見出し画像

『ダンガンロンパ霧切』北山猛邦 著(星海社)

毎月更新 / BLACK HOLE:新作小説レビュー 2020年6月


 一冊の本が人生を変えてくれる
 そんなことがほんとうにあるのかどうか。きっとあるのだろう。私の先輩にはたった一本の同人短編でその後の人生が決定したひとがいる。私だってミステリ小説との出会いがなければまた違った人生を歩んでいたかもしれない。
 では、逆にこういうのはどうだろう。
 人生が変わる瞬間を書いた小説
『ダンガンロンパ霧切』は、霧切響子というひとりの人間の「人生が変わる瞬間」を描いた作品だ。
 全7巻のこの物語は、常にその「瞬間」に向けて進んでいく。いってみれば時限爆弾のような小説だ。霧切響子がどんな生い立ちを持ち、いかにしてその人生を変えることになったのか。著者の北山猛邦は徹底して計算された筆致により、その心理を描いていく。
 霧切響子北山猛邦。この奇妙な二人組とわたしが出会ったのはほぼ同時期──つまり七年前のことだった。

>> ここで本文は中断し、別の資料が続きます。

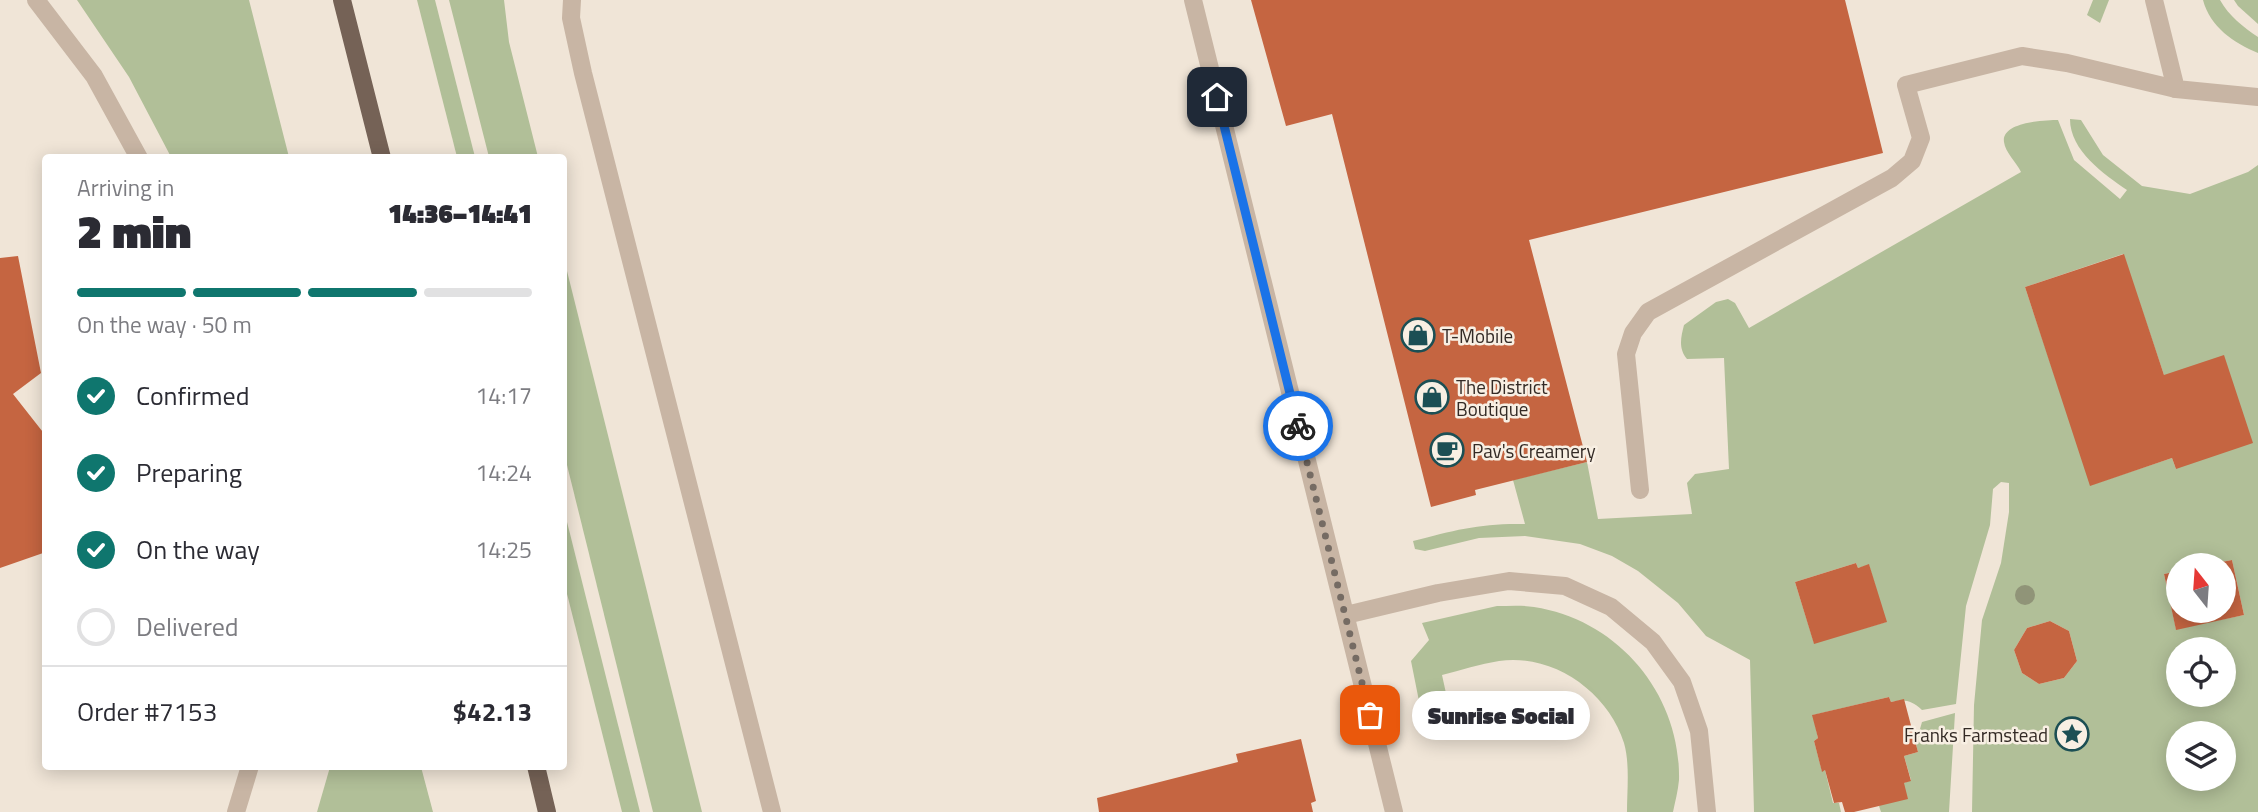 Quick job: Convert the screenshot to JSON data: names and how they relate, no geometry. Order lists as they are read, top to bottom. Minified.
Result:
{"places":{"shop":["T-Mobile","The District Boutique"],"cafe":["Pav's Creamery"],"other":["Sunrise Social"],"place":["Franks Farmstead"]},"north":"top","page":{"heading":["2 min","Arriving in","14:36–14:41"],"panel":["Order #7153","$42.13"],"bar":"On the way · 50 m","list":[["Confirmed","14:17"],["Preparing","14:24"],["On the way","14:25"],"Delivered"],"bubble":"Sunrise Social"}} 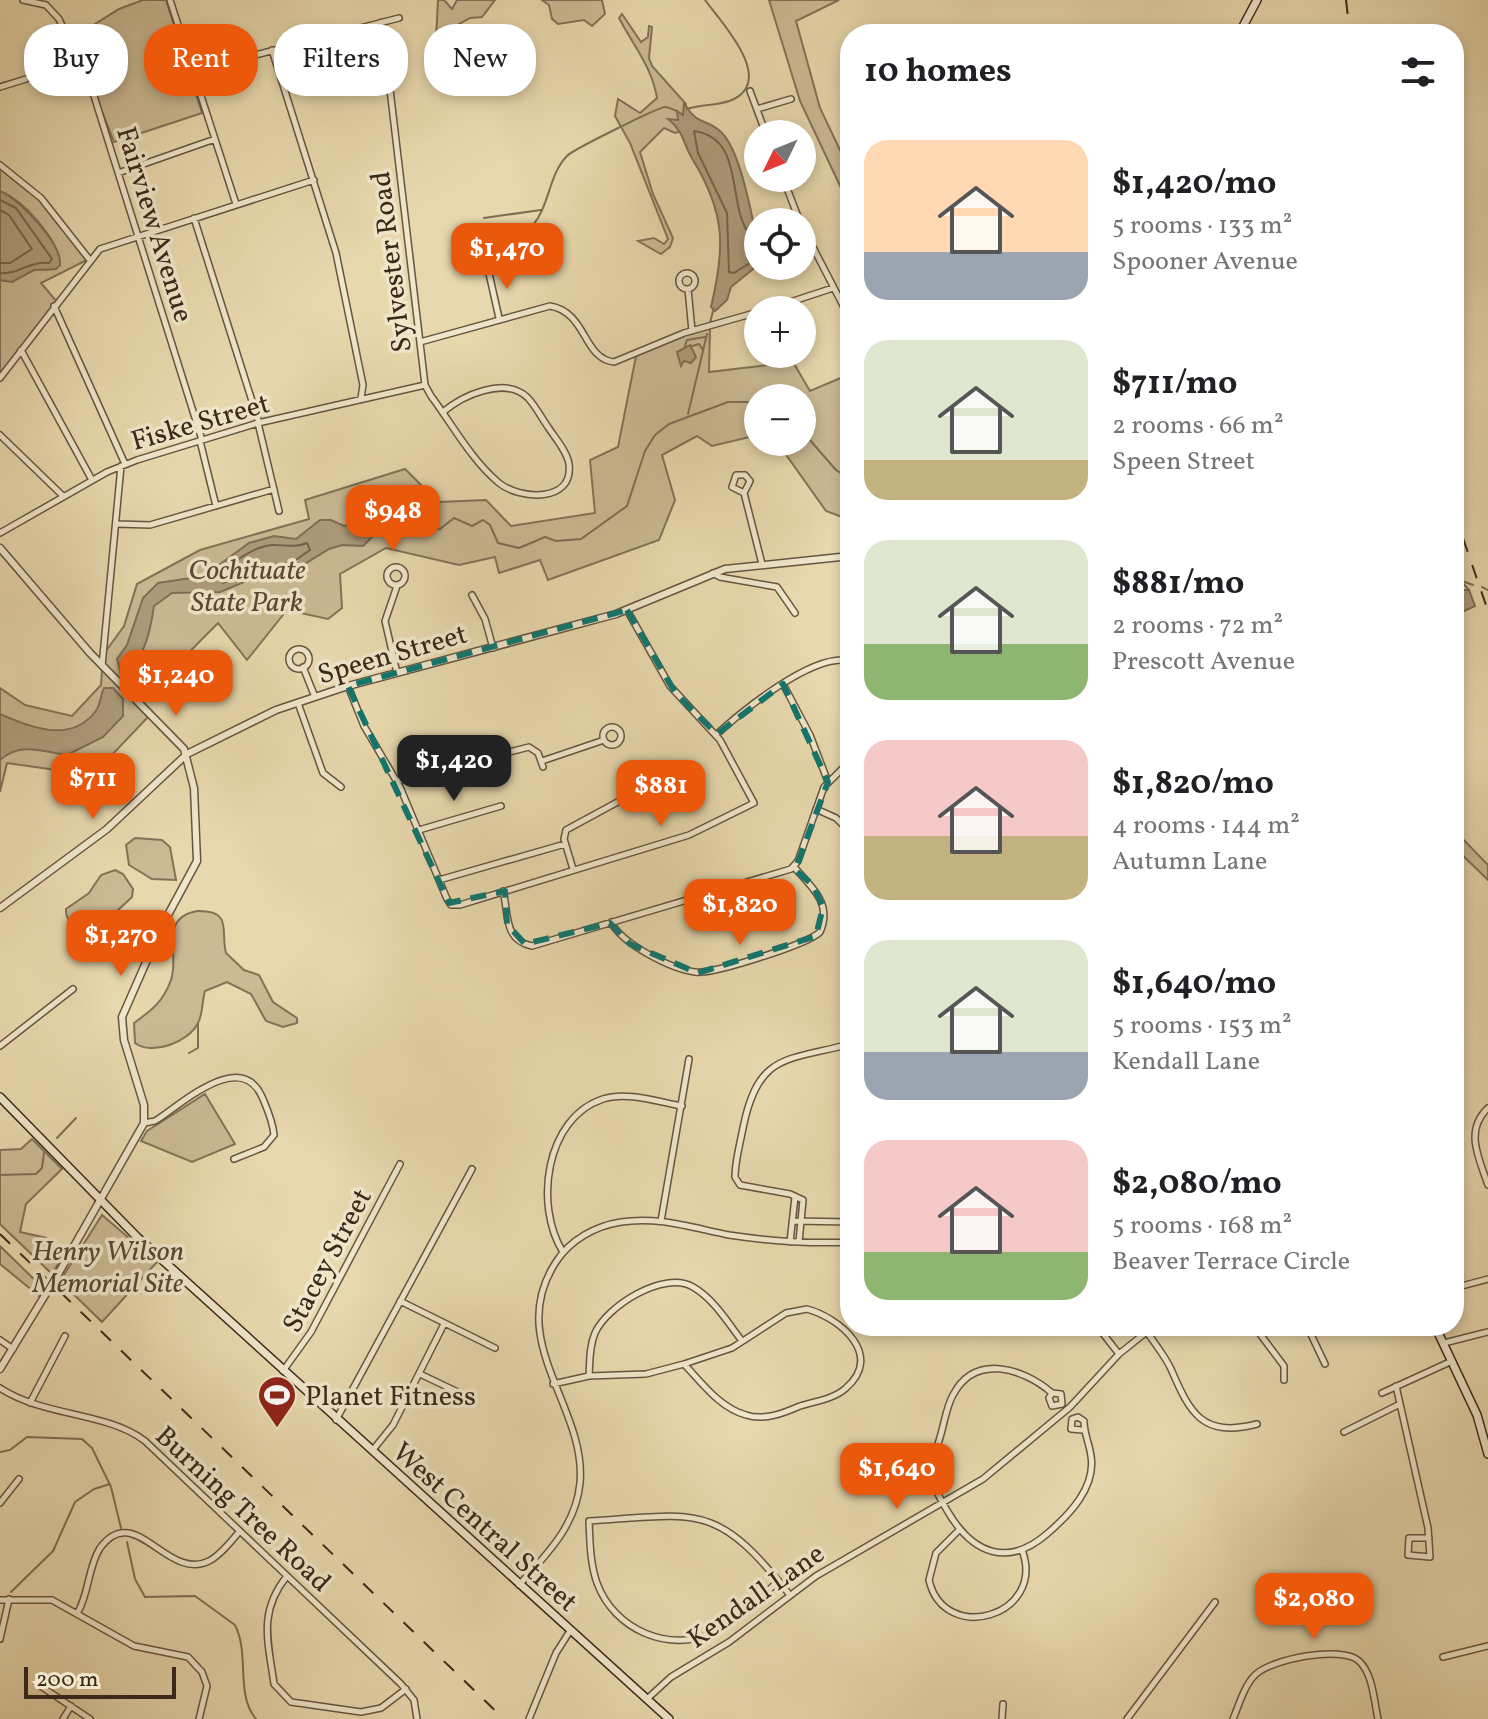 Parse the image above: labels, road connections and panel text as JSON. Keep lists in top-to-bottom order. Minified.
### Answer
{"streets":{"main road":["West Central Street"],"street":["Fairview Avenue","Sylvester Road","Fiske Street","Speen Street","Stacey Street","Burning Tree Road","Kendall Lane"]},"crossings":[["Fairview Avenue","Fiske Street"],["Sylvester Road","Fiske Street"],["Stacey Street","West Central Street"],["West Central Street","Kendall Lane"]],"parks":["Cochituate State Park","Henry Wilson Memorial Site"],"places":{"sports":["Planet Fitness"]},"scale_bar":"200 m","north":"bottom left","page":{"chip":["Buy","Rent","Filters","New"],"heading":"10 homes","map_buttons":["+","−"],"list":[{"name":"$1,420/mo","note":"5 rooms · 133 m² · Spooner Avenue"},{"name":"$711/mo","note":"2 rooms · 66 m² · Speen Street"},{"name":"$881/mo","note":"2 rooms · 72 m² · Prescott Avenue"},{"name":"$1,820/mo","note":"4 rooms · 144 m² · Autumn Lane"},{"name":"$1,640/mo","note":"5 rooms · 153 m² · Kendall Lane"},{"name":"$2,080/mo","note":"5 rooms · 168 m² · Beaver Terrace Circle"}],"price":["$1,470","$948","$1,240","$1,420","$711","$881","$1,820","$1,270","$1,640","$2,080"],"scale":"200 m"}}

 当時本格ミステリというジャンルにハマりたてだった私は、「物理トリックの天才」として業界に名を轟かせる北山猛邦の作品にも興味を寄せていた。いつかは読みたい、と思っていたわけだ。そんな折に発売されたのが『ダンガンロンパ霧切』だった。
 どうやらゲーム『ダンガンロンパ』シリーズのスピンオフらしい。なるほど。興味が湧くのは自然なことだ。ごく当然の流れとして、私はまず謎解きゲームの傑作として当時から名高かった『ダンガンロンパ』をプレイすることになる。
 驚くほど熱中した。そのクールな世界観命がけの推理劇の緊迫感。そしてキャラクターと物語の魅力。何よりとてつもない逆境の中でもロジックによって活路を掴み希望を見出していく霧切響子のキャラクター造形には痺れた。
 そこから先は早かった。シリーズ作品を追いかけ始め、日夜『ダンガンロンパ』の設定やゲームのルール、自分で続編を作るなら……などという終わりのない想像が始まる。それと同時進行で、私は北山猛邦の作品にも触れていった。『『瑠璃城』殺人事件』を最初に手に取って、一気に引き込まれた城シリーズ、笑いと温かみに満ちた音野順シリーズ、そして一度読んだらけっして忘れられない『少年検閲官』の世界。その作品世界は驚くほど美しく、残酷で、そして魅惑的だった
 もちろん『ダンガンロンパ霧切』も手に取った。自分の好きなものがふたつ合わさっているのだから、楽しくないはずがない。毎年の新刊を心待ちにした。学校帰りに『ロン霧』と『オルゴーリェンヌ』を買い、電車内ではらはらしながらページを捲った。あの感動は忘れようもない。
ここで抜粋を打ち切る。